In light of the concerns younger military parents have expressed, there are three important distinctions to be made between what the kids in the article said and what a lot of parents seem to have heard.
1) Any distaste the military child feels about the question of "from" isn't because of the question itself. It's because of the number of times they've come across a questioner who wouldn't accept their answer.
Several commenters on the article (here and on other sites where it was reposted) have said, "What's the big deal? Just say 'X' and be done with it." This sounds good in theory and in fact sometimes it does work, but as the kids quoted in the article pointed out, their answer is rarely accepted at face value. This is why they don't like the question: A lot of people won't take "X" for an answer, especially if "X"="everywhere." As the parent of a younger child, you are in the perfect position to teach others that "X," no matter what it equals, is a valid answer.
2) You're right: Your childhood isn't your child's. And vice versa. I was raised in one town with one family. My children were raised in many towns with one family – ours. This made it all the more important to value our family unit with support, strength, and encouragement. I had a few friends growing up and I still keep in touch with only one of them. It's not uncommon for kids who made friends at Camp Lejeune, North Carolina to see each other again in Okinawa, Japan. Thanks to Facebook, a lot of children have reconnected virtually. "It's a small world" has a special meaning in the military community, but don't let this force you into a claustrophobic approach to raising your children.
The myth that military children lose out on real childhoods is just that: a myth. It assumes an incredibly strict definition of childhood. The military lifestyle does not itself detract from the quality of childhood. That idea is adult-centric and should not be conveyed to the child – not by the parent or anyone in the parent's family or circle of civilian friends. Parents set the stage for how their child will feel about being a military kid. Being a military child does have its disadvantages, but having a parent who feels bad for them shouldn't be one of them.

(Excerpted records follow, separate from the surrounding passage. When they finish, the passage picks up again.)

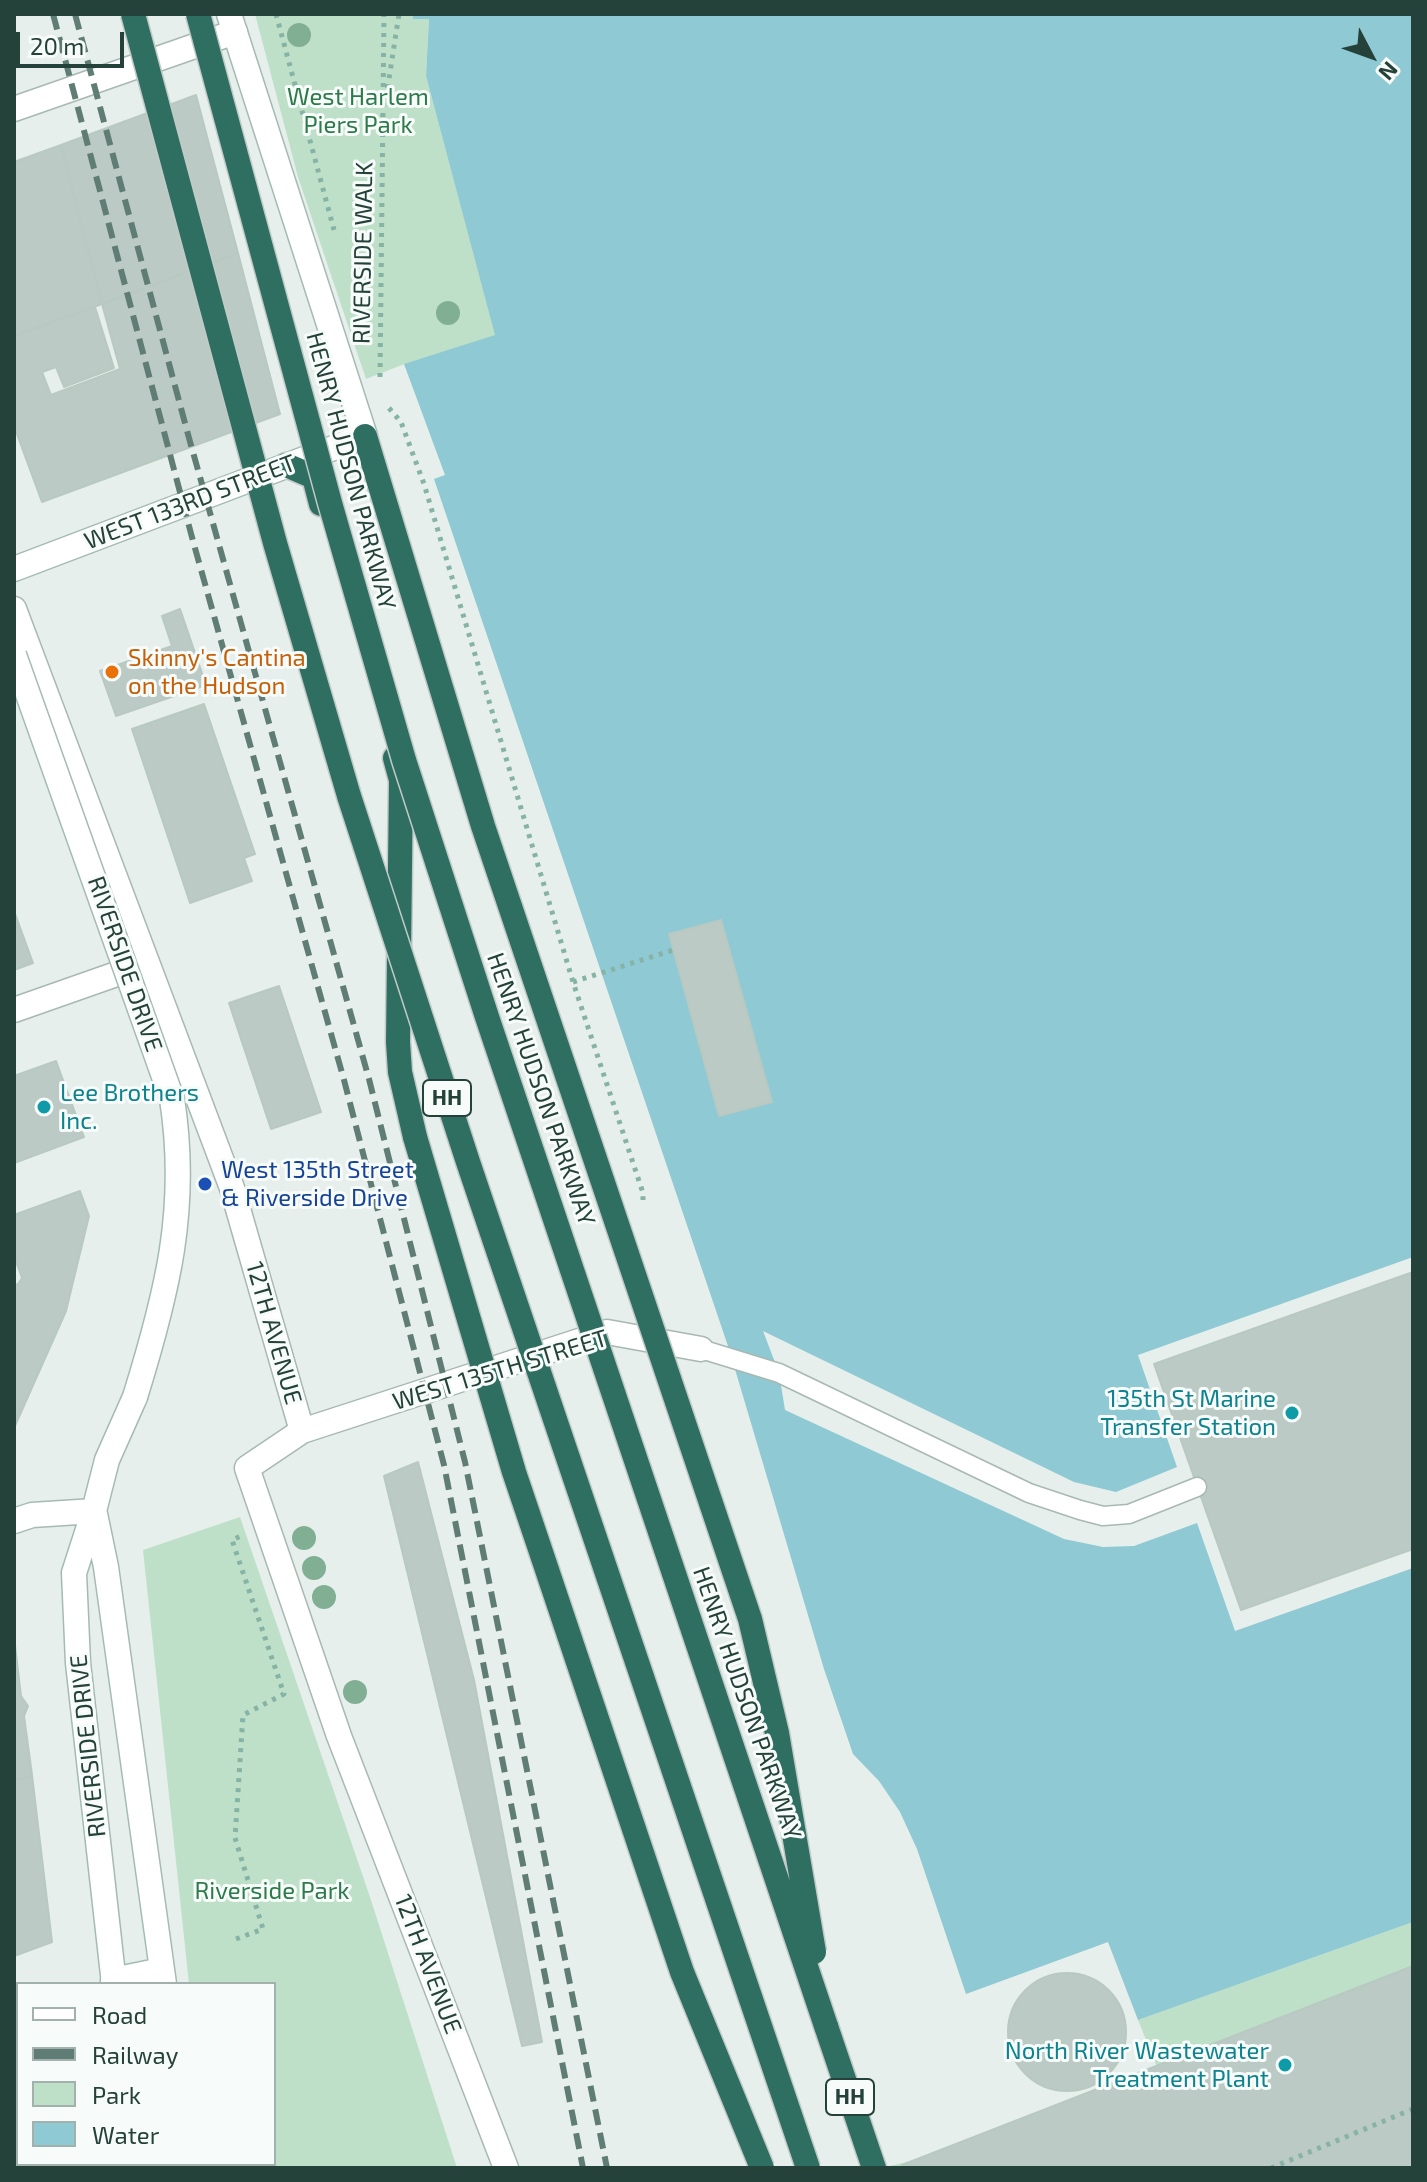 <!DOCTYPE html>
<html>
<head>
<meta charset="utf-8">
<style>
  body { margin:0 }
  #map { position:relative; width:1427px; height:2182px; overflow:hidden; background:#e6efeb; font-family:"Exo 2",sans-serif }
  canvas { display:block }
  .frame { position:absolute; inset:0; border:16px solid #24423a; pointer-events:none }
  .legend { position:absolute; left:16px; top:1982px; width:260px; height:184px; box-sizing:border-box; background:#f7fbf9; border:2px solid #a3b1ad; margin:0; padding:10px 14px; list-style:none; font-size:24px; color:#24423a }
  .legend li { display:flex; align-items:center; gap:16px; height:40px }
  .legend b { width:40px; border:2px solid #a3b1ad }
  .north { position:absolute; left:1331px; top:16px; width:80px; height:80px; -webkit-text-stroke:6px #f7fbf9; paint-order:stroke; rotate:131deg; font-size:22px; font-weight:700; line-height:32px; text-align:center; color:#24423a }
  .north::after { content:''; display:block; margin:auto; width:28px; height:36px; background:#24423a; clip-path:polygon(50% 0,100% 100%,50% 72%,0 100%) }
  .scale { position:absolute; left:16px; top:32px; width:108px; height:36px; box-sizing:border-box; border:4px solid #24423a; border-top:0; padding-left:10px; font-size:24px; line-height:28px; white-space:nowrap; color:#24423a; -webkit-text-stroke:6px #f7fbf9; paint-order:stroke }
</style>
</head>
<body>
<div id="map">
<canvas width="1427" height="2182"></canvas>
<div class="frame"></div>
<ul class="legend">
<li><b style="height:10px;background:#fff"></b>Road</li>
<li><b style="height:10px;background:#5f7d75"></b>Railway</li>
<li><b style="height:22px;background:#bfe0c8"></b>Park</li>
<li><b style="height:22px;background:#8ec9d4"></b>Water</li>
</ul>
<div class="north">N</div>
<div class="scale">20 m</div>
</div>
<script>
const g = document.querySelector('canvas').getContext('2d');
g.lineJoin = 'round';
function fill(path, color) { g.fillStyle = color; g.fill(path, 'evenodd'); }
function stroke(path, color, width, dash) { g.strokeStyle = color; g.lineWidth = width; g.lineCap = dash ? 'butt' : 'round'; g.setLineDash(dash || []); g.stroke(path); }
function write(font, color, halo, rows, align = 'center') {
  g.font = font + ' "Exo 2",sans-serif'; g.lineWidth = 6; g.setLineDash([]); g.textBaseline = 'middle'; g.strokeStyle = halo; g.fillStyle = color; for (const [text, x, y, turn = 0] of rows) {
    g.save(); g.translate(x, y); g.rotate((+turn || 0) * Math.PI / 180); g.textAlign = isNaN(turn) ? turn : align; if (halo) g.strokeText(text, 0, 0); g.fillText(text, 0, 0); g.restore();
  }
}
const green = new Path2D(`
  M255,14H411L413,19L429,18L426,76L496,336L402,365L366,379L298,177Z
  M240,1517L370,1897L457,2168H209L208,2164H274V1984H189L143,1550Z
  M1413,1922V2168H881L911,2161L1157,2067L1138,2020Z`);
const water = new Path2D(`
  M412,14H1413V1922L1138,2020L1108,1942L966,1994L917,1849L900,1812L879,1781L853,1754L824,1669L729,1349L434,479L445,475L404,364L495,335L426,76L429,19H413Z`);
const pier = new Path2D(`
  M1413,1257V1568L1235,1631L1197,1523L1134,1546L1103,1547L1064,1539L785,1410L779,1373L763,1331L1074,1482L1116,1492L1177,1467L1138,1355Z`);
const building = new Path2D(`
  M196,95L238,253L102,304L61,145Z
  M61,145L102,304L14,336V162Z
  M238,253L280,414L42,502L14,426V336L95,307L114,368L64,387L56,367L42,372L51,395L120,369L102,304Z
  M180,609L206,685L116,716L100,671L172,646L162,616Z
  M204,704L255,854L244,858L252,881L190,903L132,729Z
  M14,911L33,963L14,970Z
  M721,920L772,1102L719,1116L669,934Z
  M279,986L321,1112L271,1129L229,1003Z
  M56,1061L84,1137L14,1163V1076Z
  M80,1191L89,1216L66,1311L14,1428V1286L18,1284L22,1278L14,1256V1215Z
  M1413,1272V1549L1241,1610L1154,1364Z
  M418,1462L474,1680L542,2042L522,2046L384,1476Z
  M14,1637L21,1696L28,1706L24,1716L32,1775L14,1781Z
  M32,1775L52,1942L14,1956V1781Z
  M1413,1966V2168H903L902,2165Z
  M1008 2032a59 59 0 1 1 118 0a59 59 0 1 1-118 0Z
  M18,2061V2123L14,2125V2062Z
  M26,2164H79V2168H21Z`);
const path = new Path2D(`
  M276,14L334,230
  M386,98L399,14
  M380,377L384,14
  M389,408L401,422L424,484L573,982L643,1193V1200
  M573,982L673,950
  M236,1939L263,1929L235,1838L243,1715L284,1694L232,1540L241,1536
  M1271,2168L1413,2109`);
const lane = new Path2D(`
  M701,1349L779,1373L1029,1493L1080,1510L1103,1516L1129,1514L1197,1487`);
const street = new Path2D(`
  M14,109L235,32
  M14,609L232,1188L302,1431
  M14,1010L145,964
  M14,2016L18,2014
  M506,2168L339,1736L247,1468L302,1431L607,1332L701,1349`);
const secondary = new Path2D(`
  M14,569L365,436L229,14
  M95,1514L106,1567L164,1984
  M14,1521L32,1515L94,1511
  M113,1980L162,1970
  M114,1984L78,1663L74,1573L94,1511L107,1460L135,1397
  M137,2164V2168
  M187,2164V2168`);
const highway = new Path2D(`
  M286,465L314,477L321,504
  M395,758L401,780L398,1042L400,1072L415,1137
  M826,2026L874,2168`);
const rail = new Path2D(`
  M53,14L193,541L344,1080L444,1465L583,2168
  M75,14L189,438L369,1079L465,1462L607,2168`);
const secondaryBridge = new Path2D(`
  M14,655L172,1099C189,1208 167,1294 135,1397`);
const highwayBridge = new Path2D(`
  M133,14L275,543L349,796L468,1162L808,2168
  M198,14L330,503L404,760L487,1017L826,2026
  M365,436L483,826L750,1619L777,1733L814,1952
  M415,1137L514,1472L540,1549L682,1972L762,2168`);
const trees = [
  [299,35],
  [448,313],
  [304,1538],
  [314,1568],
  [324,1597],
  [355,1692]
];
const markers = [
  [112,672,8,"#e8710a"],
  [44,1107,8,"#0f9aa8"],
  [205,1184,8,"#1a4fb4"],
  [1292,1413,8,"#0f9aa8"],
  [1285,2065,8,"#0f9aa8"]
];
const shields = [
  [447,1098,48],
  [850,2097,48]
];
const shieldNames = [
  ["HH",447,1098],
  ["HH",850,2097]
];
const parkNames = [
  ["West Harlem",358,97],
  ["Piers Park",358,125],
  ["Riverside Park",272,1891]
];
const streetNames = [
  ["RIVERSIDE WALK",363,253,-89],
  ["HENRY HUDSON PARKWAY",351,471,75],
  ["WEST 133RD STREET",190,502,-21],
  ["RIVERSIDE DRIVE",125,964,71],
  ["HENRY HUDSON PARKWAY",541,1089,71],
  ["12TH AVENUE",274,1333,74],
  ["WEST 135TH STREET",500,1370,-17],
  ["HENRY HUDSON PARKWAY",747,1703,71],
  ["RIVERSIDE DRIVE",88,1746,-96],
  ["12TH AVENUE",428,1964,69]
];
const foodNames = [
  ["Skinny's Cantina",128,658],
  ["on the Hudson",128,686]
];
const cultureNames = [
  ["Lee Brothers",60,1093,"left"],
  ["Inc.",60,1121,"left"],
  ["135th St Marine",1276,1399],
  ["Transfer Station",1276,1427],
  ["North River Wastewater",1269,2051],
  ["Treatment Plant",1269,2079]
];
const transitNames = [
  ["West 135th Street",221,1170],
  ["& Riverside Drive",221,1198]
];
fill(green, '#bfe0c8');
fill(water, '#8ec9d4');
fill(pier, '#e6efeb');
fill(building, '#bbcac4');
stroke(building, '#b8c9c2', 2);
stroke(lane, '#a8b8b2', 21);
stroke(street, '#a8b8b2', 27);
stroke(secondary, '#a4bbb3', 27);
stroke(highway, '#c2cac8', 27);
stroke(path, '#86b3a5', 5, [4, 6]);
stroke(lane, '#fff', 18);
stroke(street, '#fff', 24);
stroke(secondary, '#fff', 24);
stroke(highway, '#2f6f62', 24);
stroke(rail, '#5f7d75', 6, [16, 8]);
stroke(secondaryBridge, '#a4bbb3', 27, []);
stroke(highwayBridge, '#c2cac8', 27, []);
stroke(secondaryBridge, '#fff', 24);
stroke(highwayBridge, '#2f6f62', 24);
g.fillStyle = '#80af93';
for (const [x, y] of trees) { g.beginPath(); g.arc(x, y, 12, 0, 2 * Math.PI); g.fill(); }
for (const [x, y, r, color] of markers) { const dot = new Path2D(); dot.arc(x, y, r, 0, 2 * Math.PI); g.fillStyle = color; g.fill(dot); stroke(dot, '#f7fbf9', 3); }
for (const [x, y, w] of shields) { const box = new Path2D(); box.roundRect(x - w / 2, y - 18, w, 36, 6); g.fillStyle = '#f7fbf9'; g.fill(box); stroke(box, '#24423a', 2); }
write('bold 22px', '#24423a', null, shieldNames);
write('24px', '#2d7a4b', '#f7fbf9', parkNames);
write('24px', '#24423a', '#f7fbf9', streetNames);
write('24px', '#c56008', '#f7fbf9', foodNames, 'left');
write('24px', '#0d838f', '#f7fbf9', cultureNames, 'right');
write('24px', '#164399', '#f7fbf9', transitNames, 'left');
</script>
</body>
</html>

Shawn: "I actually felt bad for my kids knowing they were going to pretty much grow up in one town their whole lives. Of course, I envied them at the same time. I found myself searching out opportunities to expose to them to what I experienced: vacations, friends from other cultures, even food and entertainment. Military parents need to do this, too. Carry along those mementos from their 'home'. Learn how to make Grandpa's jambalaya or Aunt Margie's scones and do it faithfully. Keep telling the darn stories even after your kids realize you have a dubious relationship with the truth when telling them."